Les syndicats chrétien et la FGTB annoncent une grève nationale le 29 mars. Pourquoi et avec quelles conséquences ? Marie-Hélène SKA, secrétaire générale de la CSC, était l’invitée de Matin Première. "Dans beaucoup d’entreprises du secteur privé, il y aura des arrêts de travail. En plus de la journée de grève, nous allons distribuer un journal des salaires cette semaine et la semaine prochaine, qui expliquent en quoi il est important de votre salaire. Nous sommes dans une opération de sensibilisation pour expliquer en quoi les enjeux du revenu sont importants".

"Une situation absurde"

En ligne de mire des syndicats, la loi qui encadre les salaires : "Cette loi prévoit que 0,4% d’augmentation des salaires peut être permise sur 2ans. Cela représente 6 euros brut par mois pour celui qui est au salaire minimum. Cela ne permet pas non plus d’ajouter un jour de repos ou congé à celles et ceux qui ne se sont pas arrêtés pendant la crise du Covid. C’est une situation qui est absurde. L’absurdité de la loi, c’est qu’elle impose un carcan à l’ensemble des secteurs, à l’ensemble de l’économie. Elle ne permet pas d’accorder une augmentation comme ça a été les cas avec le secteur non marchand, il a fallu une intervention du gouvernement pour débloquer 600 millions d’euros et augmenter le salaire des soignants. Ce qui est absurde puisque ce gouvernement accorde les 600 millions aux soignants mais en même temps, insiste sur le fait que les 0,4% ne peuvent pas être dépassés. C’est une situation qui est complètement absurde", explique Marie-Hélène Ska.

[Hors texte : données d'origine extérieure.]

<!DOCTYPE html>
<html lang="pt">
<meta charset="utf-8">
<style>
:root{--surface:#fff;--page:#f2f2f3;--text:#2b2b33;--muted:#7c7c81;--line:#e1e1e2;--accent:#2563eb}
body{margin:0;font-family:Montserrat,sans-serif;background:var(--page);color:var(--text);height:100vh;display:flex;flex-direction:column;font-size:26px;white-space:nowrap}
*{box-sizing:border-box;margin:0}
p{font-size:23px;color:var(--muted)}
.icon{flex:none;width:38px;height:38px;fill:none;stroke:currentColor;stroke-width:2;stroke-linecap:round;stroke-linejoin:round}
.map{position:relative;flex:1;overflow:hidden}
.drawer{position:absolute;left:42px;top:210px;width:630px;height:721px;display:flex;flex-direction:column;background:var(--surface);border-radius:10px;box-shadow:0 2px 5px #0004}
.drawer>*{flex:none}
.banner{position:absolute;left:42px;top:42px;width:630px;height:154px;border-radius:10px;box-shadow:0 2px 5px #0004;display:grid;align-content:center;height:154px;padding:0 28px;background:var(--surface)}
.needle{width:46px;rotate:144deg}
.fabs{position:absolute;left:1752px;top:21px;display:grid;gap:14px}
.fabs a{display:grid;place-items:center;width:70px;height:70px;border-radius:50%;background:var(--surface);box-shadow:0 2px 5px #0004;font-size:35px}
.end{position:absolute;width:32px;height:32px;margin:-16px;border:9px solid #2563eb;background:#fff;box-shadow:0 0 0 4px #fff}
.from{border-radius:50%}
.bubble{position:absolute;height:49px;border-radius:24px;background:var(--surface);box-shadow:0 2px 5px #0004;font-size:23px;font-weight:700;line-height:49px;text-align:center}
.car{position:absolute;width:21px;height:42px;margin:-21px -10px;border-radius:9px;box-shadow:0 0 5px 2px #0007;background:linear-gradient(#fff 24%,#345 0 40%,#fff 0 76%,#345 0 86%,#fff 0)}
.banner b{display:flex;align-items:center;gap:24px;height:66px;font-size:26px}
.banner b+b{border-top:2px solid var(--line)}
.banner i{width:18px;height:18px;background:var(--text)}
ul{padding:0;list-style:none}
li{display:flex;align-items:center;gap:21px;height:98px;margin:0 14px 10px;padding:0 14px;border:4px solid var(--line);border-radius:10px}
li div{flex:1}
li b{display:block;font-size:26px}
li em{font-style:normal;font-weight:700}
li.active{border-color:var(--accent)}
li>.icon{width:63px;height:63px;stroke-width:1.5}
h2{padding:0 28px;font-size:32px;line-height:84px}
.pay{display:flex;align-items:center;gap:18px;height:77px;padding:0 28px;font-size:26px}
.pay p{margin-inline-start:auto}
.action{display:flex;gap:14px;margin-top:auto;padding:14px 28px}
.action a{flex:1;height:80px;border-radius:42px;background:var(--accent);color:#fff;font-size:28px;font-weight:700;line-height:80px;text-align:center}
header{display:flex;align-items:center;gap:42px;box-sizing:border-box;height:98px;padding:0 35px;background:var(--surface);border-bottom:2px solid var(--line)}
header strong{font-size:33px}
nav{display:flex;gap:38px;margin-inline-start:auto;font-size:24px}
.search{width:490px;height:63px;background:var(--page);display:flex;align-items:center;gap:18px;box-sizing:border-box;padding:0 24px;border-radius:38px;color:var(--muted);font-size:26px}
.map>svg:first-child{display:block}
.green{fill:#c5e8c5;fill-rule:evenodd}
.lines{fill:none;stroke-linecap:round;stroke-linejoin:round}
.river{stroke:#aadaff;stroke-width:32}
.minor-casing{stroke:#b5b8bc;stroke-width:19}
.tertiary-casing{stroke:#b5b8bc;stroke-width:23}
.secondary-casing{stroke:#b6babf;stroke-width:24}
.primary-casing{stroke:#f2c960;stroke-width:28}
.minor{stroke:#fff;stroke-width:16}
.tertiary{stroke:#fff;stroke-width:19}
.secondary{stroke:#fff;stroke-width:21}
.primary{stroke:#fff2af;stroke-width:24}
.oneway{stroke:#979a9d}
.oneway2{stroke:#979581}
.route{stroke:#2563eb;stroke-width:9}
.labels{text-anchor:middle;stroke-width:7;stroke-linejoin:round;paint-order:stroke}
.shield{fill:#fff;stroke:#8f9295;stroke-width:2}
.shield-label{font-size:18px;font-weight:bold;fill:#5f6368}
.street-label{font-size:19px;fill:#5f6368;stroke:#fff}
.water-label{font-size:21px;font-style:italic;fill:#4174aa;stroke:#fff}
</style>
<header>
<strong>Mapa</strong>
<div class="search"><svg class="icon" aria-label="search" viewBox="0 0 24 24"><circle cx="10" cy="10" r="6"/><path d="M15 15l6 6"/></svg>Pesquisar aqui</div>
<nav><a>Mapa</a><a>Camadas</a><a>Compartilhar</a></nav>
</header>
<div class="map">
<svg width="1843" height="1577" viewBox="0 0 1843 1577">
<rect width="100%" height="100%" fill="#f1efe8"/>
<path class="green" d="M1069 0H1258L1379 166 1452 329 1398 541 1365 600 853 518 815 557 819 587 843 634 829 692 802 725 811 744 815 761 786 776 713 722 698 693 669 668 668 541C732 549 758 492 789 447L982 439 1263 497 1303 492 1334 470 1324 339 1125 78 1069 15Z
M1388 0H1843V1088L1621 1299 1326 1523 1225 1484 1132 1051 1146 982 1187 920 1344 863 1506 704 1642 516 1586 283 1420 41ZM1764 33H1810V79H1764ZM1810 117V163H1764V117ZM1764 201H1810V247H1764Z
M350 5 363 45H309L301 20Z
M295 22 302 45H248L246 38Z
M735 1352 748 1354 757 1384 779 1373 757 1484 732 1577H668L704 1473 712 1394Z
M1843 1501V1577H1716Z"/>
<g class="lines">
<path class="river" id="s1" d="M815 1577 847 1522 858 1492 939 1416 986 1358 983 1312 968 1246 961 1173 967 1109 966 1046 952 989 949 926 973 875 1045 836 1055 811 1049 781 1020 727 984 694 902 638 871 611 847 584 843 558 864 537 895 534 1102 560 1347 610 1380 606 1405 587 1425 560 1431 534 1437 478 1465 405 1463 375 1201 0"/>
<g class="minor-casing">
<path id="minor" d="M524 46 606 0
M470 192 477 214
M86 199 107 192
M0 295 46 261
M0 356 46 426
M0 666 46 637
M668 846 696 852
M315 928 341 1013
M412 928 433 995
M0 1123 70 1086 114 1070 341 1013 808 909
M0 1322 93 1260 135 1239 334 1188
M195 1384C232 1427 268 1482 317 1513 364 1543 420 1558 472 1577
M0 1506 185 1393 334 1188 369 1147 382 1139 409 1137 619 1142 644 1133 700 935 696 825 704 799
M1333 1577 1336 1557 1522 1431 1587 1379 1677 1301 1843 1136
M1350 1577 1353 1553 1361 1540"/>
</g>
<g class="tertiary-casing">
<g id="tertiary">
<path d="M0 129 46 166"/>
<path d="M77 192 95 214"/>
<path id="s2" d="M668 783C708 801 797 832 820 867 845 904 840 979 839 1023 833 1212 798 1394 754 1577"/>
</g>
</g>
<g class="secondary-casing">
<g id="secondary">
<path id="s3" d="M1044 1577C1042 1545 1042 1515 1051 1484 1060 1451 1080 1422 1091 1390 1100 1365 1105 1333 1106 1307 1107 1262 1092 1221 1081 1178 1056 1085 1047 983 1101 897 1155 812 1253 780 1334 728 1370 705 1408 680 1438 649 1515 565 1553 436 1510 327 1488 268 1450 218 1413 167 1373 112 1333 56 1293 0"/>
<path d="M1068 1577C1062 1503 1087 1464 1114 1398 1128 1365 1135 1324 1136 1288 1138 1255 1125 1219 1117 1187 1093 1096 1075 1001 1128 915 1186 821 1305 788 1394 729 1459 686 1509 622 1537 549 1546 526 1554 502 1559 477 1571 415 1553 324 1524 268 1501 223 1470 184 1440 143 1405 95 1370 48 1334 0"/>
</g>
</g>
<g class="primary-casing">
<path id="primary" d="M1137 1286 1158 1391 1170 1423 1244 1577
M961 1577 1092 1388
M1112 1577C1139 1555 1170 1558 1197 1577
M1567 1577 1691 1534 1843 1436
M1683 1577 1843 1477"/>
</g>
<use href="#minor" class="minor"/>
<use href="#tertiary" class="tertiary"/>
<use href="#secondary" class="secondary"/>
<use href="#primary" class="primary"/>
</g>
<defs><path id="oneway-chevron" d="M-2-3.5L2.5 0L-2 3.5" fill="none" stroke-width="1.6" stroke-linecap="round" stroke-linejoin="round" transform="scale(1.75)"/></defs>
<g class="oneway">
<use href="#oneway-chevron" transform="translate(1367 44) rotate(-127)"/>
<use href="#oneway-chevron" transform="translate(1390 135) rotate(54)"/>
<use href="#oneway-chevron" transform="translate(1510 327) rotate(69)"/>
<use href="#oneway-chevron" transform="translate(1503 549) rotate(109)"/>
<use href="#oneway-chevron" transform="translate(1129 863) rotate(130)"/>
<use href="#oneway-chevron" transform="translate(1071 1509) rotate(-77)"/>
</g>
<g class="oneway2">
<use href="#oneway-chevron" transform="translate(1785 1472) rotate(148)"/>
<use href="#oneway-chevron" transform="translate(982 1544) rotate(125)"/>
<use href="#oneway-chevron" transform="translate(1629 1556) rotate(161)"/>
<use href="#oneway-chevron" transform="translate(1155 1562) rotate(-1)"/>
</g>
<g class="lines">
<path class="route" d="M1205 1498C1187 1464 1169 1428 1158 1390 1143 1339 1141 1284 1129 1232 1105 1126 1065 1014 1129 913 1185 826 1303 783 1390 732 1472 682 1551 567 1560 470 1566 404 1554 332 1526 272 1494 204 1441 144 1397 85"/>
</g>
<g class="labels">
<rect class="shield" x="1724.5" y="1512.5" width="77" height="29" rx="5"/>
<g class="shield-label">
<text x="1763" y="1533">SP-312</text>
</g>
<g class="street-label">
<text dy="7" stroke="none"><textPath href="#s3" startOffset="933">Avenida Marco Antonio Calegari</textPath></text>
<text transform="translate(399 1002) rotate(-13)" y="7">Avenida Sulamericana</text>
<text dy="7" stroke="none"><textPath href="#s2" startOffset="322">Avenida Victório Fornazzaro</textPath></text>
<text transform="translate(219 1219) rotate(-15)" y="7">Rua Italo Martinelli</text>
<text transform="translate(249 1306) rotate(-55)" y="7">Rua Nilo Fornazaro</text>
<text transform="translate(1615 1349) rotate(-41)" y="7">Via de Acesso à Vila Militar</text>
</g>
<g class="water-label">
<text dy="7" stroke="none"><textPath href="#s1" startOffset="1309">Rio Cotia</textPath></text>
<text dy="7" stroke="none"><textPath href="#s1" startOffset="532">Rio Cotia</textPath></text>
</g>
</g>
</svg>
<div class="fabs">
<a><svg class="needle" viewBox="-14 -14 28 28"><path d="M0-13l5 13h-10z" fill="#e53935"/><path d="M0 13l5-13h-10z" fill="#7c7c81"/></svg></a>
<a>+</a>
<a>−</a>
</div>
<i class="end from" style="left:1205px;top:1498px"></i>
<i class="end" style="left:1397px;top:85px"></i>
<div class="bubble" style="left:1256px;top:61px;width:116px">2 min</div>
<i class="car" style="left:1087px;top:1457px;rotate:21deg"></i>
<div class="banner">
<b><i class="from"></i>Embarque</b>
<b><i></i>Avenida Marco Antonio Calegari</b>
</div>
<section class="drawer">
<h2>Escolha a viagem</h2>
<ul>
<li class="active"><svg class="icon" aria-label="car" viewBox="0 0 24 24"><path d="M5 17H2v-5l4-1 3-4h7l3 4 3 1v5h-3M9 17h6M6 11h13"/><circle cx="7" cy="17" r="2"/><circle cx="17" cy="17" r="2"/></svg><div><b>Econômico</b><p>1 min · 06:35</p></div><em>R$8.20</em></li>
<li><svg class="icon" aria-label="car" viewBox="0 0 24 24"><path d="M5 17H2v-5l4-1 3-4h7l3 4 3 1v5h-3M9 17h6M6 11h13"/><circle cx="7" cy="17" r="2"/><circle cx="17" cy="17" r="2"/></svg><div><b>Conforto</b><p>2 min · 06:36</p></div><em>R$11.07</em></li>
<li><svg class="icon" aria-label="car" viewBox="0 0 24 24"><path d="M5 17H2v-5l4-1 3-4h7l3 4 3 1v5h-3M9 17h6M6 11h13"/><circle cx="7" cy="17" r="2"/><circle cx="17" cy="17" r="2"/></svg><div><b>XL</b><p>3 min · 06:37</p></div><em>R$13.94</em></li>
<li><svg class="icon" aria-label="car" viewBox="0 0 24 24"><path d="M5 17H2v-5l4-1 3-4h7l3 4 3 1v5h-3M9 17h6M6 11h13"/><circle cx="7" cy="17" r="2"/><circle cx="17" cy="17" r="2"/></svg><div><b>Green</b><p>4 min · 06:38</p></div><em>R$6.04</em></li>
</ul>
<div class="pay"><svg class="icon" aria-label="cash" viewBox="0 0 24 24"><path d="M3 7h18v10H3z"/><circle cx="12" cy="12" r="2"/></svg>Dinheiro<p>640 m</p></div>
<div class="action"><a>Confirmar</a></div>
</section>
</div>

On est au bout d’une logique qui considère que seuls les salaires doivent être normés dans l’économie

Pour la secrétaire générale de la CSC, cette loi est dépassée :"C’est le signal qu’on est au bout d’une logique qui considère que seuls les salaires doivent être normés dans l’économie. Dans une économie du 21e siècle orientée sur une transition écologique et digitale, s’il y a quelque chose qu’il faut normer, ce sont les investissements, parce qu’il en faut beaucoup plus qu’aujourd’hui. Ce sont aussi les dividendes, les revenus qui échappent à tout contrôle mais certainement pas les salaires".

Certains secteurs n’ont pas souffert de la crise, et les travailleurs de ces secteurs pourraient bénéficier d’une augmentation salariale. C’est le point de vue syndical, qui s’oppose au banc patronal pour qui la marge salariale est minime, vu l’impact économique de la crise sanitaire. "Il ne faut pas caricaturer la situation. Nous sommes confrontés au carcan d’une loi votée par le parlement et qu’il faut modifier. Il n’y a que les sots qui ne changent pas d’avis. Ces dernières semaines, plusieurs économistes ont dit que cette loi était complètement dépassée".

"Faire confiance aux travailleurs"

Marie-Hélène Ska s’est aussi exprimée sur les enjeux du télétravail en cette période de pandémie : "Le passage au télétravail est très difficile pour les travailleurs. Il faut faire confiance aux travailleuses et aux travailleurs. Si l’économie a continué à tourner depuis un an, c’est parce que les travailleurs ont continué à s’investir en dépit des difficultés. Et même beaucoup plus. Les heures de Teams, Zoom, etc s’accumulent, Les pauses n’existent quasiment plus, les heures de travail n’existent plus, on travaille tard le soir et tôt le matin. La pression est donc devenue de plus en plus fortes sur les travailleurs de certains secteurs. Et donc, il va falloir faire confiance aux travailleurs et recréer un cadre favorable au retour au travail".